TASK DESCRIPTION
Transcribe the records below exactly as written, from the opening line through the line that contains "0 #594b39) drop-shadow(-2px".

::::

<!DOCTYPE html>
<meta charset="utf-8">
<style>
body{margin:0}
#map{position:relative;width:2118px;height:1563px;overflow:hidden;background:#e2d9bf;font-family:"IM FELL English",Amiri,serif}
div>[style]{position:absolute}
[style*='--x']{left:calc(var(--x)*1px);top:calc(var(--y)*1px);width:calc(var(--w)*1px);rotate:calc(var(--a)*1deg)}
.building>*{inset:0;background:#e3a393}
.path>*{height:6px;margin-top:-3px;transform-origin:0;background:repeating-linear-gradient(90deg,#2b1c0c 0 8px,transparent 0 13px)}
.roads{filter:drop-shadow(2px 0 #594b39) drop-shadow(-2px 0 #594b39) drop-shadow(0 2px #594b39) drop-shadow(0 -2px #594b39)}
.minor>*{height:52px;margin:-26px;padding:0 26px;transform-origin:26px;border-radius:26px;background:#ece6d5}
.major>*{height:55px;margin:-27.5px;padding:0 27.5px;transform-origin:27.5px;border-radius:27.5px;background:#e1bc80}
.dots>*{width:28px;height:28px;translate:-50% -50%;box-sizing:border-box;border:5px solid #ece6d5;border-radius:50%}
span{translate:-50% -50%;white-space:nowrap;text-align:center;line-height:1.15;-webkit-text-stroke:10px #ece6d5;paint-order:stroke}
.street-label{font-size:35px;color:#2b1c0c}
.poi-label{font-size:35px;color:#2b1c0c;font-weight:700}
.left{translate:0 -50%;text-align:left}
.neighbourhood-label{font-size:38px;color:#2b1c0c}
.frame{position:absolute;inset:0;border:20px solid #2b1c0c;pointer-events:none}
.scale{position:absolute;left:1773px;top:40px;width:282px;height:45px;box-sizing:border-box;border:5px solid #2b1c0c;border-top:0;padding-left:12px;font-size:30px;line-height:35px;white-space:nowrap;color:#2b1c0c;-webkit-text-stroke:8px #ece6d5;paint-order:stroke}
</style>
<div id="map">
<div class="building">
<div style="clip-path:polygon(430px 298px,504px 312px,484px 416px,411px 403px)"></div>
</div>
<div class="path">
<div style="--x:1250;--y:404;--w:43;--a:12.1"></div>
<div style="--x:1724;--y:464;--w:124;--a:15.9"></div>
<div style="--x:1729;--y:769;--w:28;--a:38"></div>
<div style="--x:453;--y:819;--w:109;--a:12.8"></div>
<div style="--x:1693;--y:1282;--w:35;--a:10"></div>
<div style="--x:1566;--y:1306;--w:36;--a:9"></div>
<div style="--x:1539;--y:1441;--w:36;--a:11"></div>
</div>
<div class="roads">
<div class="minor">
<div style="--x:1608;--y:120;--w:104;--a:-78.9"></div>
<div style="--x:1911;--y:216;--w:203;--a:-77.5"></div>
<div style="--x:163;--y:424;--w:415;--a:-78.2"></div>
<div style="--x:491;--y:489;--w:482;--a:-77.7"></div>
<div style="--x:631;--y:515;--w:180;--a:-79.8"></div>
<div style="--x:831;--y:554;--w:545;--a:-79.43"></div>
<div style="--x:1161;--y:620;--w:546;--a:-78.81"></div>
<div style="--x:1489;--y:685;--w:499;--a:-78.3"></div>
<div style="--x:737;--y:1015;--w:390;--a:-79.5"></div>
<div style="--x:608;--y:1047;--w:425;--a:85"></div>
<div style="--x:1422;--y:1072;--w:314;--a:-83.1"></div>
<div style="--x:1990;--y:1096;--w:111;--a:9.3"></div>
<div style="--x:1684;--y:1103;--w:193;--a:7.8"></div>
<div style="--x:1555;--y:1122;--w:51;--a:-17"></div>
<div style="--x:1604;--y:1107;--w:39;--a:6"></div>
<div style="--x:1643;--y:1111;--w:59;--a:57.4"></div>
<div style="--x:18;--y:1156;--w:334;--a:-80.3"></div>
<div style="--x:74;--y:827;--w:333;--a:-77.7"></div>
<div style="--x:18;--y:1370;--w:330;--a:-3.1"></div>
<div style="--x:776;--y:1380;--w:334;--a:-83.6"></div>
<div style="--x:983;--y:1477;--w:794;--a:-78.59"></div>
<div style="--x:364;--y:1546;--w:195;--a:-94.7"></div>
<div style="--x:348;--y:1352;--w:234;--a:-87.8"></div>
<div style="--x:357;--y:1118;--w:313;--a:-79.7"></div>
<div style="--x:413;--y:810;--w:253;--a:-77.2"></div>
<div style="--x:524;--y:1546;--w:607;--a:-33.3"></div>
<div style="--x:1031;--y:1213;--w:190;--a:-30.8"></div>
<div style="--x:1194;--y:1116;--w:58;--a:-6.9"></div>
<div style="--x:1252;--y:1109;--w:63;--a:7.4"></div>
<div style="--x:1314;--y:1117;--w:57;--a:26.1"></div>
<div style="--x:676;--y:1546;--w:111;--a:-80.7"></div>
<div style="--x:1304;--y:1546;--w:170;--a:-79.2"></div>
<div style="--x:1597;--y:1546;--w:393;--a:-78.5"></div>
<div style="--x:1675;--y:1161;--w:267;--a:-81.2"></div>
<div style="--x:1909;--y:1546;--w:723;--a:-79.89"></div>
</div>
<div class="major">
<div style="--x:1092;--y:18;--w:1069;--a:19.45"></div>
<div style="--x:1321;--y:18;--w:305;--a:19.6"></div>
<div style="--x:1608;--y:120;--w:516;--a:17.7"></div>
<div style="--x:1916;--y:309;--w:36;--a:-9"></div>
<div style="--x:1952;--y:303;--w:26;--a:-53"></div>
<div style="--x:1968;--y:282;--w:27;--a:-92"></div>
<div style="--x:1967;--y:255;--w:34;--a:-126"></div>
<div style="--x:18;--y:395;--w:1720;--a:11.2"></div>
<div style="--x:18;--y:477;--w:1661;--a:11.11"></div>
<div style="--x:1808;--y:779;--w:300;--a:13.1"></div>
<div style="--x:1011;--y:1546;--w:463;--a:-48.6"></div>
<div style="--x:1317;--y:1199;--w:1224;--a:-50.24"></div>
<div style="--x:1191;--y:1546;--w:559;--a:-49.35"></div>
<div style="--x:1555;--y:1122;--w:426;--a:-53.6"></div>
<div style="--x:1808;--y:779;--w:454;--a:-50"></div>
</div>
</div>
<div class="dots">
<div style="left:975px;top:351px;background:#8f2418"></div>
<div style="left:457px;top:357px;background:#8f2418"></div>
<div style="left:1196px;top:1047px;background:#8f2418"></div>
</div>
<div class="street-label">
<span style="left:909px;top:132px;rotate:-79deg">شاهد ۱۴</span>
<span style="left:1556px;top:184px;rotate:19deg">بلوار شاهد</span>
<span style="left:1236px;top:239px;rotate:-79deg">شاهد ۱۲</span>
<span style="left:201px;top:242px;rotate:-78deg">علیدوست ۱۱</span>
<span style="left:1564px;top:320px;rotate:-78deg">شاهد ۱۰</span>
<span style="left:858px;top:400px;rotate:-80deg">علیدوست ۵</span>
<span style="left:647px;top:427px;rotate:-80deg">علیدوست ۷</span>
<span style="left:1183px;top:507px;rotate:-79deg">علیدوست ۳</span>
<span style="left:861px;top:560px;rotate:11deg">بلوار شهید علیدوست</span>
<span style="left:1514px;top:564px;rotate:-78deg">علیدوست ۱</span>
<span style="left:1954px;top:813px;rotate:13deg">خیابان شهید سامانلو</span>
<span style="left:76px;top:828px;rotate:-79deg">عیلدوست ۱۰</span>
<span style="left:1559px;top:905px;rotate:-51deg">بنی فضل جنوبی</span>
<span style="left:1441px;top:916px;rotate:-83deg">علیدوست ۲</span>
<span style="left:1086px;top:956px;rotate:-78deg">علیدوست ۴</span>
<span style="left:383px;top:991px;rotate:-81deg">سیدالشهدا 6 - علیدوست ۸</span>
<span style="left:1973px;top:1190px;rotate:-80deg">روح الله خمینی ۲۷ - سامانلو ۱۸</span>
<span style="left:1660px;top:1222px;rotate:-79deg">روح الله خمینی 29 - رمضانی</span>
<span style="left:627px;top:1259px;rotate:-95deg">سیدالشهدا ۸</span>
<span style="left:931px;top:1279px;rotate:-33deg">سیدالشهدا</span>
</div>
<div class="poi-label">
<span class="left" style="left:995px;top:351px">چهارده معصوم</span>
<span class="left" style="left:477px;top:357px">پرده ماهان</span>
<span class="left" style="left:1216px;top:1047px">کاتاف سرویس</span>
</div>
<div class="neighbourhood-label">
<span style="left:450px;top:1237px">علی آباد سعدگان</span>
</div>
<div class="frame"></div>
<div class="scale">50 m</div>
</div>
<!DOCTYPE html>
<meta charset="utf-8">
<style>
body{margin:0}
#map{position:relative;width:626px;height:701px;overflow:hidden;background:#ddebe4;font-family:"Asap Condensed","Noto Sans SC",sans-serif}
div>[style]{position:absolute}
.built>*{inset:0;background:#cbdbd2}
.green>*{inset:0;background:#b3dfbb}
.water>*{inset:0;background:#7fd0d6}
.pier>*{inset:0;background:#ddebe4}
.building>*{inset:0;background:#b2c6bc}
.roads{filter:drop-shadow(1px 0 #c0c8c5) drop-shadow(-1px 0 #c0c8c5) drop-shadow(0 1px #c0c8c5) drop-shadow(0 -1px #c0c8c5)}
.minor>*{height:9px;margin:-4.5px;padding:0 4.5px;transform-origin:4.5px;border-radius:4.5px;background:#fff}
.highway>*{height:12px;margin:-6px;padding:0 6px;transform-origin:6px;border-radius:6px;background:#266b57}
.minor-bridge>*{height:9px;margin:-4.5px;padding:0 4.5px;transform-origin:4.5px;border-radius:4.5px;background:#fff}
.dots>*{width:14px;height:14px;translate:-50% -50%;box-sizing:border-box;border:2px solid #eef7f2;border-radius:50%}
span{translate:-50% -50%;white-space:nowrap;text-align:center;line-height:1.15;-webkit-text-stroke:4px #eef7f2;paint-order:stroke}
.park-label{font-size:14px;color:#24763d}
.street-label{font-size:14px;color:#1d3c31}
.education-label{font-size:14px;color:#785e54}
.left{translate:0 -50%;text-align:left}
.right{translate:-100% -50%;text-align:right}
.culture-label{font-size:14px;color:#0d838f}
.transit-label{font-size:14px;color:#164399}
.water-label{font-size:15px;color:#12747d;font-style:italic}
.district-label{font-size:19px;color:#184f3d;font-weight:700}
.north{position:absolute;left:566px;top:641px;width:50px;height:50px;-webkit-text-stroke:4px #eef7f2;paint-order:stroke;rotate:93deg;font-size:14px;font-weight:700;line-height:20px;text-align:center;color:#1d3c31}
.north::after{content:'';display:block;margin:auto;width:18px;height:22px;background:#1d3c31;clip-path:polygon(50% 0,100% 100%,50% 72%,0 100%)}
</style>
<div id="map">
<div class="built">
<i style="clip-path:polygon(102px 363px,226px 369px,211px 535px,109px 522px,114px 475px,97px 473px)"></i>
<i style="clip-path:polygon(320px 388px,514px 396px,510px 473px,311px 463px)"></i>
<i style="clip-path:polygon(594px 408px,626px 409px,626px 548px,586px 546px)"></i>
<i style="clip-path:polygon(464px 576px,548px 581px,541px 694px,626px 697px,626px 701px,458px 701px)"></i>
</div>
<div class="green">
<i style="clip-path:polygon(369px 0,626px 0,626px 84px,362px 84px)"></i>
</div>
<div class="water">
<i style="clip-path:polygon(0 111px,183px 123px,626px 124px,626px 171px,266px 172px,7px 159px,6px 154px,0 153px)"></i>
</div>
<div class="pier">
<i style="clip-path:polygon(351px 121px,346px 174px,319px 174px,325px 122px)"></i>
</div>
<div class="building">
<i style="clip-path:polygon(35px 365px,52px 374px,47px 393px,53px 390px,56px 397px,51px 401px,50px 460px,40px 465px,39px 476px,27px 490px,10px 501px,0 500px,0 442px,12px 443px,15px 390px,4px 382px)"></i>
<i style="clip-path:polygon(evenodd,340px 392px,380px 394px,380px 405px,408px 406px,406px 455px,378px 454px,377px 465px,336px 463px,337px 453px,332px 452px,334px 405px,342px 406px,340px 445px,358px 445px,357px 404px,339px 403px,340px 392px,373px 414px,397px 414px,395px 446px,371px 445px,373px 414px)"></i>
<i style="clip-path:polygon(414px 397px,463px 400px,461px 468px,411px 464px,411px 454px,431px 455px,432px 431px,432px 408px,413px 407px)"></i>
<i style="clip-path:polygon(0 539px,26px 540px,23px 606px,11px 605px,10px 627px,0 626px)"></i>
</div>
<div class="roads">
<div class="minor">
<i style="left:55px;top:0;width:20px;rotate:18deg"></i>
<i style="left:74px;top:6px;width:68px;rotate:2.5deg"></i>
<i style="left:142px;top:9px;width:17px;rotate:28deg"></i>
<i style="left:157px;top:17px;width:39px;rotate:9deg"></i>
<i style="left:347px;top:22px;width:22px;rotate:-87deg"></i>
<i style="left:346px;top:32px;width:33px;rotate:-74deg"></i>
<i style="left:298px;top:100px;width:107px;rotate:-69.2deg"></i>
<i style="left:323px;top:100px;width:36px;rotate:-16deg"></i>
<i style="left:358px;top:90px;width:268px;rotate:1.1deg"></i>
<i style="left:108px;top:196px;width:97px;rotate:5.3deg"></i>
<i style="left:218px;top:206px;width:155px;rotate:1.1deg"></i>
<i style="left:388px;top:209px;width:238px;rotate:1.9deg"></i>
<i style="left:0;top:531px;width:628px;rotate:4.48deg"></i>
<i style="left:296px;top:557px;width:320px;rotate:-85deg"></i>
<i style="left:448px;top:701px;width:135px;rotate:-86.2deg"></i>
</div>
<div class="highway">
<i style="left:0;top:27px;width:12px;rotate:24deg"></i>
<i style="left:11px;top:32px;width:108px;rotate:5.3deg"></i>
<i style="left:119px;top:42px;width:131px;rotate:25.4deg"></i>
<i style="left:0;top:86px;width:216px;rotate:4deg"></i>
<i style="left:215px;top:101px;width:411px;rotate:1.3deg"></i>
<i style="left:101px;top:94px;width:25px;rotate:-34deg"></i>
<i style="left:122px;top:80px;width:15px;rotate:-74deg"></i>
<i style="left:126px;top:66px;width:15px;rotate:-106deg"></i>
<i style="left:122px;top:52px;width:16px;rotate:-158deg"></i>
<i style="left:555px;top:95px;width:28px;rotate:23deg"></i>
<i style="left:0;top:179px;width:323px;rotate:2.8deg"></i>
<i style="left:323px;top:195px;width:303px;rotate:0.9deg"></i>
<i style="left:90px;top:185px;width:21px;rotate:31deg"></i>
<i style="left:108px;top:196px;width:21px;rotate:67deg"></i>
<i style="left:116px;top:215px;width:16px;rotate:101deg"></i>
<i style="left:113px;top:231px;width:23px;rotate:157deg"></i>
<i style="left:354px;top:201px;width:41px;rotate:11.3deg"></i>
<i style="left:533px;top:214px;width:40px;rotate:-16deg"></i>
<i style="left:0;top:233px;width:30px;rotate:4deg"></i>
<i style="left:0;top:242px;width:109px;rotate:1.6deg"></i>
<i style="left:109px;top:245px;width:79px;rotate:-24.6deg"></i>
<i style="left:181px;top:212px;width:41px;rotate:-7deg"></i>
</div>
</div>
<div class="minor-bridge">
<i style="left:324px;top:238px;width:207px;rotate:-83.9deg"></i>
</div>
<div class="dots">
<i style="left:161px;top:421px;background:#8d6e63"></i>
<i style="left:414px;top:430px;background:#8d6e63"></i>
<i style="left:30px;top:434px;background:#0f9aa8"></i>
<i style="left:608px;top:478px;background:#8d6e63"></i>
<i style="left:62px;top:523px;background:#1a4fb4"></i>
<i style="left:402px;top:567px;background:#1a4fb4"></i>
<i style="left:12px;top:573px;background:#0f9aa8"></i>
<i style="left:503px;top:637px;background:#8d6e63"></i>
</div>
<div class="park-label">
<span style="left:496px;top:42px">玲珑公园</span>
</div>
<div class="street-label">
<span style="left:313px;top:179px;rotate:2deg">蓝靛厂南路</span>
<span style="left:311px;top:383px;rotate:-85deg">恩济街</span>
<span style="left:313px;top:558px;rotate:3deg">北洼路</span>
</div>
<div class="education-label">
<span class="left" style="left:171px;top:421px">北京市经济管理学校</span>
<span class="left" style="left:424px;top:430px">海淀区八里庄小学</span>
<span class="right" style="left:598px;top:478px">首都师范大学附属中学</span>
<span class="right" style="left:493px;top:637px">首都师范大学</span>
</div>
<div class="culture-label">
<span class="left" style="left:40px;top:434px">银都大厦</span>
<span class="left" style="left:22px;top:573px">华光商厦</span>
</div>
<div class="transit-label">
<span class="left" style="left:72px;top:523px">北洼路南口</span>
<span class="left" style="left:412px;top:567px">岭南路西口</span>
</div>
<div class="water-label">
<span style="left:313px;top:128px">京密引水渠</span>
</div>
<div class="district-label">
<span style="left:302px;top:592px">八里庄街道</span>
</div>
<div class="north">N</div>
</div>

::::

RESULT OF THIS EXERCISE
<!DOCTYPE html>
<meta charset="utf-8">
<style>
body{margin:0}
#map{position:relative;width:2118px;height:1563px;overflow:hidden;background:#e2d9bf;font-family:"IM FELL English",Amiri,serif}
div>[style]{position:absolute}
[style*='--x']{left:calc(var(--x)*1px);top:calc(var(--y)*1px);width:calc(var(--w)*1px);rotate:calc(var(--a)*1deg)}
.building>*{inset:0;background:#e3a393}
.path>*{height:6px;margin-top:-3px;transform-origin:0;background:repeating-linear-gradient(90deg,#2b1c0c 0 8px,transparent 0 13px)}
.roads{filter:drop-shadow(2px 0 #594b39) drop-shadow(-2px 0 #594b39) drop-shadow(0 2px #594b39) drop-shadow(0 -2px #594b39)}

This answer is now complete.